CDC Documents First Human-to-Human Rabies Transmission Through Organ Donation
In the first documented cases of human-to-human transmission of rabies through donated organs, three transplant patients died last month from the virus after receiving organs from an infected man, officials for CDC said Thursday, the Washington Post reports. In the incident, a previously healthy Arkansas man was admitted to Christus St. Michael Health Care Center in Texas in early May after arriving at the emergency department with a low-grade fever, nausea and vomiting. He died two days later, and his cause of death was diagnosed as a brain hemorrhage. His lungs, kidneys and liver were subsequently transplanted into four recipients. The lung recipient died almost immediately of complications from surgery, while the three remaining recipients returned home following their transplants. However, they returned to the hospital weeks later complaining of conditions including fever, headache, confusion, sleepiness or agitation, all of which are rabies symptoms. The patients died on June 7, June 8 and June 21 (Stein, Washington Post, 7/2).
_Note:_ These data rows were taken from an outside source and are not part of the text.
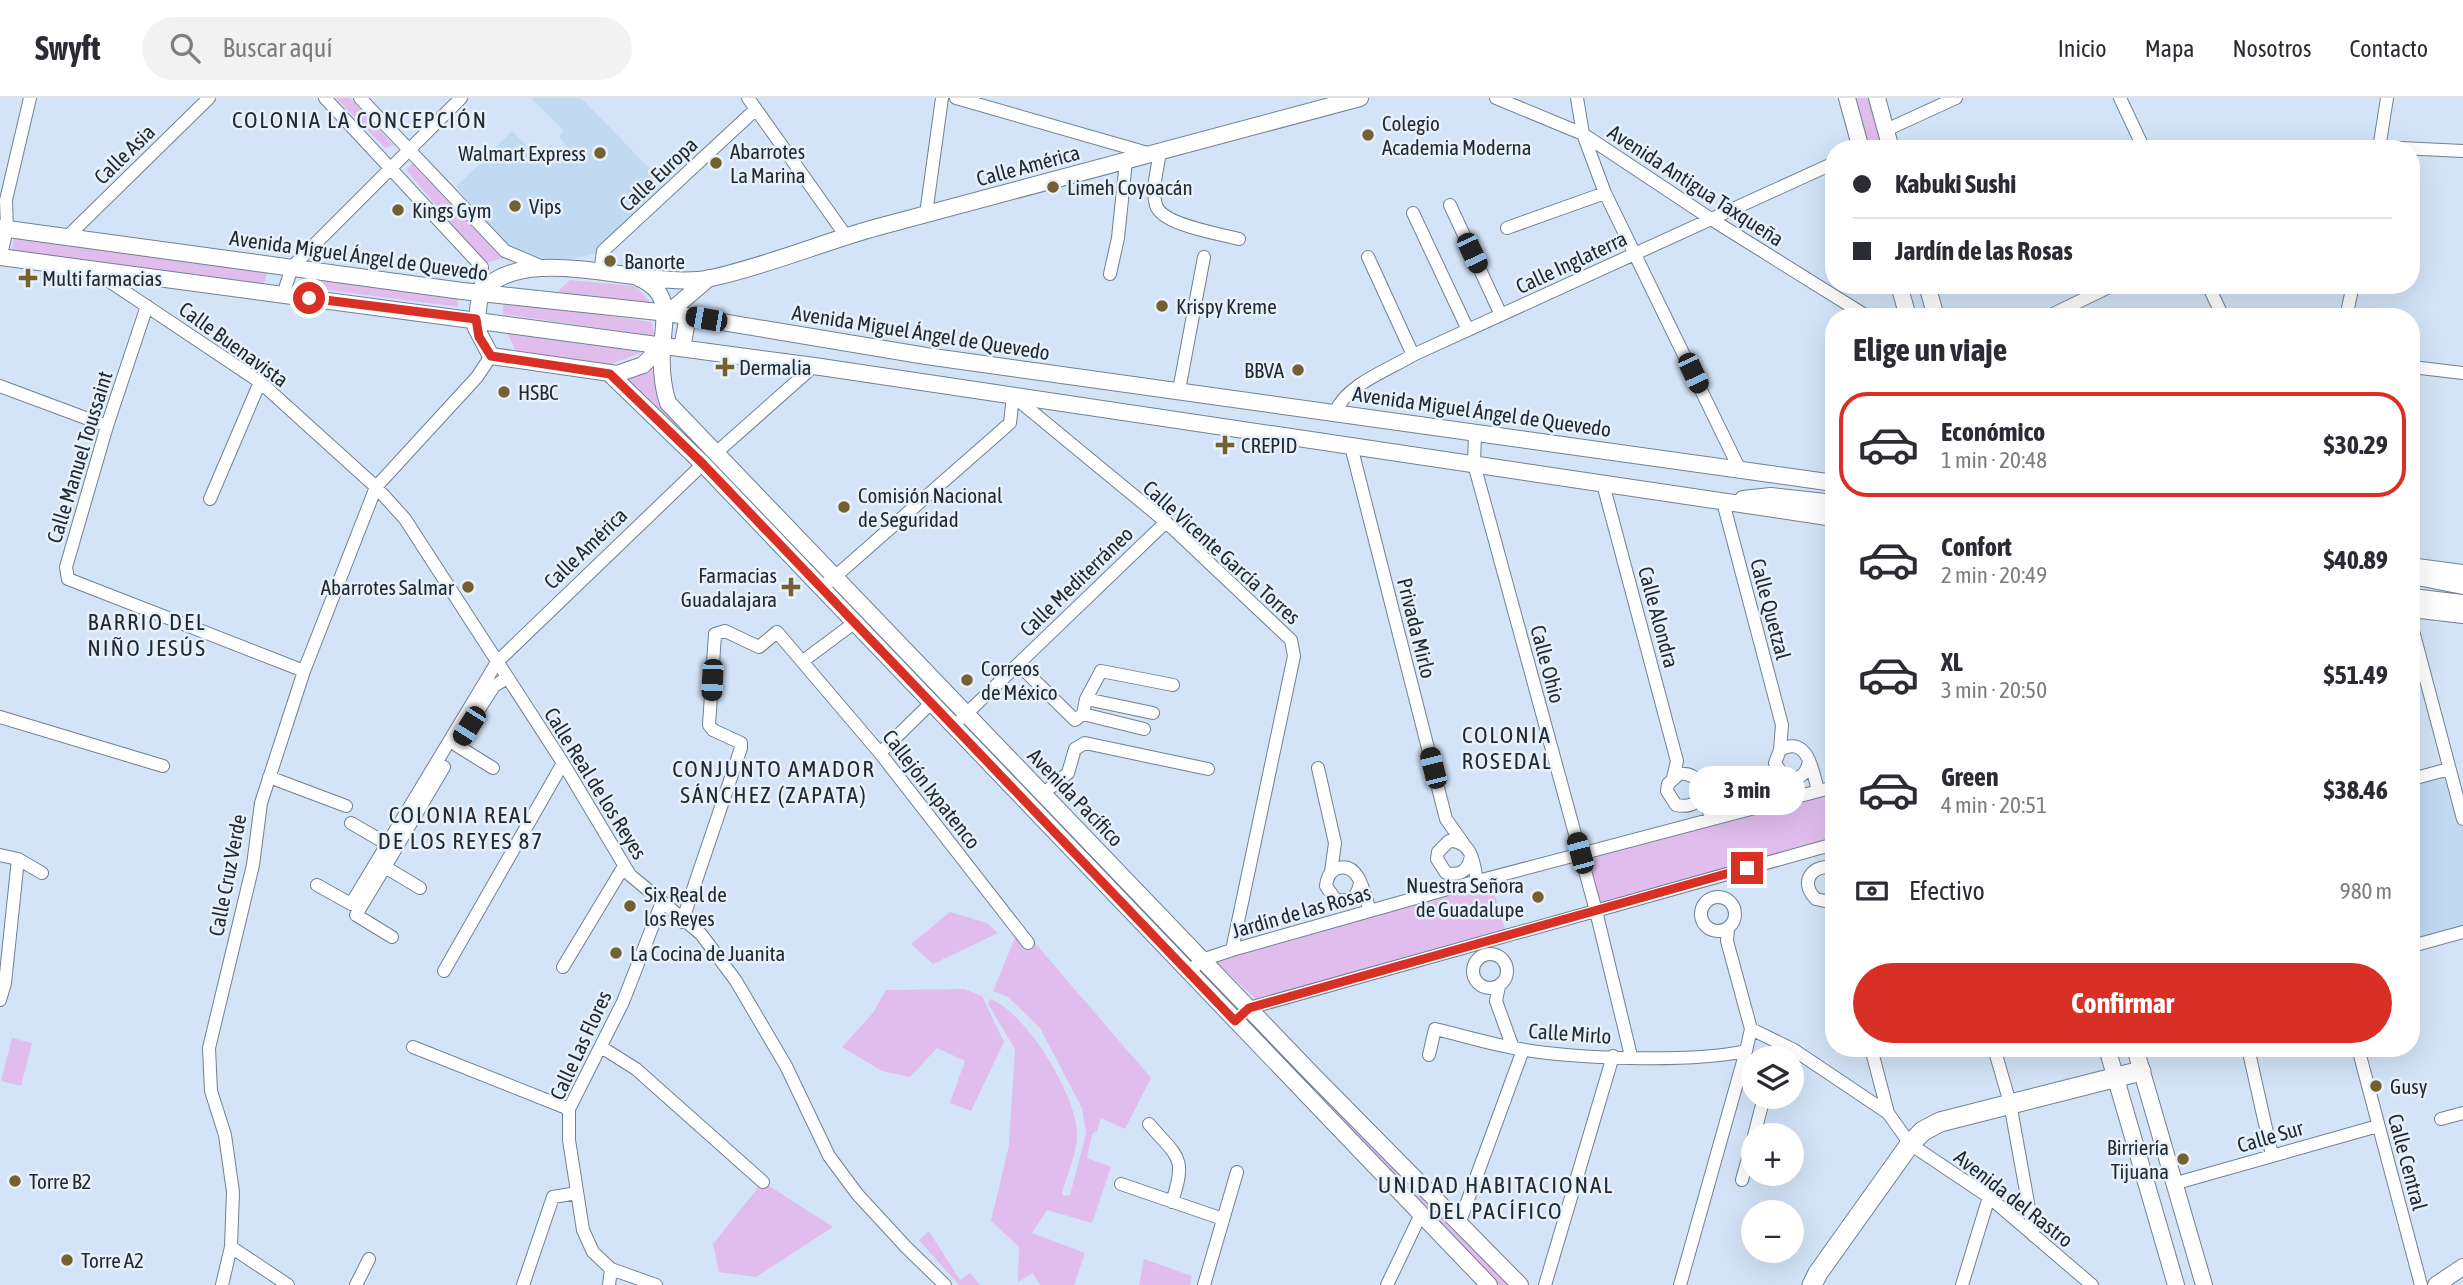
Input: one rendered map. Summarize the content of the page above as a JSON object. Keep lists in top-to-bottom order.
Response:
{
  "streets": {
    "main road": ["Calle América", "Avenida Miguel Ángel de Quevedo", "Avenida Pacífico"],
    "street": [
      "Calle Asia",
      "Calle Europa",
      "Avenida Antigua Taxqueña",
      "Calle Inglaterra",
      "Calle Buenavista",
      "Calle Manuel Toussaint",
      "Calle Vicente García Torres",
      "Calle Mediterráneo",
      "Calle Quetzal",
      "Calle Alondra",
      "Privada Mirlo",
      "Calle Ohio",
      "Calle Real de los Reyes",
      "Callejón Ixpatenco",
      "Calle Cruz Verde",
      "Jardín de las Rosas",
      "Calle Mirlo",
      "Calle Las Flores",
      "Calle Sur",
      "Calle Central",
      "Avenida del Rastro"
    ]
  },
  "crossings": [
    ["Calle Asia", "Avenida Miguel Ángel de Quevedo"],
    ["Calle América", "Calle Europa"],
    ["Calle América", "Avenida Miguel Ángel de Quevedo"],
    ["Calle América", "Calle Real de los Reyes"],
    ["Calle América", "Avenida Pacífico"],
    ["Avenida Antigua Taxqueña", "Calle Inglaterra"],
    ["Avenida Miguel Ángel de Quevedo", "Calle Inglaterra"],
    ["Avenida Miguel Ángel de Quevedo", "Calle Ohio"],
    ["Avenida Miguel Ángel de Quevedo", "Avenida Pacífico"],
    ["Calle Buenavista", "Calle Manuel Toussaint"],
    ["Calle Buenavista", "Calle Real de los Reyes"],
    ["Calle Buenavista", "Calle Cruz Verde"],
    ["Calle Manuel Toussaint", "Calle Cruz Verde"],
    ["Calle Vicente García Torres", "Calle Mediterráneo"],
    ["Calle Vicente García Torres", "Jardín de las Rosas"],
    ["Calle Mediterráneo", "Avenida Pacífico"],
    ["Calle Ohio", "Jardín de las Rosas"],
    ["Calle Ohio", "Calle Mirlo"],
    ["Calle Real de los Reyes", "Callejón Ixpatenco"],
    ["Calle Real de los Reyes", "Calle Cruz Verde"],
    ["Calle Real de los Reyes", "Calle Las Flores"],
    ["Avenida Pacífico", "Jardín de las Rosas"],
    ["Calle Sur", "Calle Central"]
  ],
  "districts": [
    "COLONIA LA CONCEPCIÓN",
    "BARRIO DEL NIÑO JESÚS",
    "COLONIA ROSEDAL",
    "CONJUNTO AMADOR SÁNCHEZ (ZAPATA)",
    "COLONIA REAL DE LOS REYES 87",
    "UNIDAD HABITACIONAL DEL PACÍFICO"
  ],
  "places": {
    "other": [
      "Colegio Academia Moderna",
      "Walmart Express",
      "Abarrotes La Marina",
      "Limeh Coyoacán",
      "Vips",
      "Kings Gym",
      "Banorte",
      "Krispy Kreme",
      "BBVA",
      "HSBC",
      "Comisión Nacional de Seguridad",
      "Abarrotes Salmar",
      "Correos de México",
      "Nuestra Señora de Guadalupe",
      "Six Real de los Reyes",
      "La Cocina de Juanita",
      "Gusy",
      "Birriería Tijuana",
      "Torre B2",
      "Torre A2"
    ],
    "health": [
      "Multi farmacias",
      "Dermalia",
      "CREPID",
      "Farmacias Guadalajara"
    ]
  },
  "page": {
    "header": "Swyft",
    "search": "Buscar aquí",
    "nav": [
      "Inicio",
      "Mapa",
      "Nosotros",
      "Contacto"
    ],
    "banner": ["Kabuki Sushi", "Jardín de las Rosas"],
    "heading": "Elige un viaje",
    "list": [
      {
        "name": "Económico",
        "note": "1 min · 20:48",
        "value": "$30.29"
      },
      {
        "name": "Confort",
        "note": "2 min · 20:49",
        "value": "$40.89"
      },
      {
        "name": "XL",
        "note": "3 min · 20:50",
        "value": "$51.49"
      },
      {
        "name": "Green",
        "note": "4 min · 20:51",
        "value": "$38.46"
      }
    ],
    "bubble": "3 min",
    "pay": ["Efectivo", "980 m"],
    "buttons": "Confirmar",
    "map_buttons": ["+", "−"]
  }
}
According to the Dallas Morning News, "extensive testing" by CDC later showed that the donor and the three organ recipients died from rabies (Jacobson, Dallas Morning News, 7/2). Dr. Mitchell Cohen, an infectious diseases expert at CDC, said that it is likely that the rabies virus was living in the nerves of the transplanted organs (AP/Washington Times, 7/2). However, he said it is not known when or where the donor was exposed to rabies, and the infection "was not thought of as a likely cause" of death for the organ donor when he was treated at Christus St. Michael. He added that it can take up to a year after exposure to rabies for symptoms to appear (Altman, New York Times, 7/2). Dr. Bill Sutker, chief of infectious diseases at Baylor University Medical Center in Dallas, where the transplants for the three patients infected with rabies were performed, said, "We never suspected it was rabies. I've never even seen rabies in the 25 years I've been involved in infectious diseases. It's not something that's expected or should have been expected" (Dallas Morning News, 7/2). Cohen said that the transplant patients who died after receiving the infected organs were found to have strains of rabies commonly associated with bats (Niedowski, Baltimore Sun, 7/2).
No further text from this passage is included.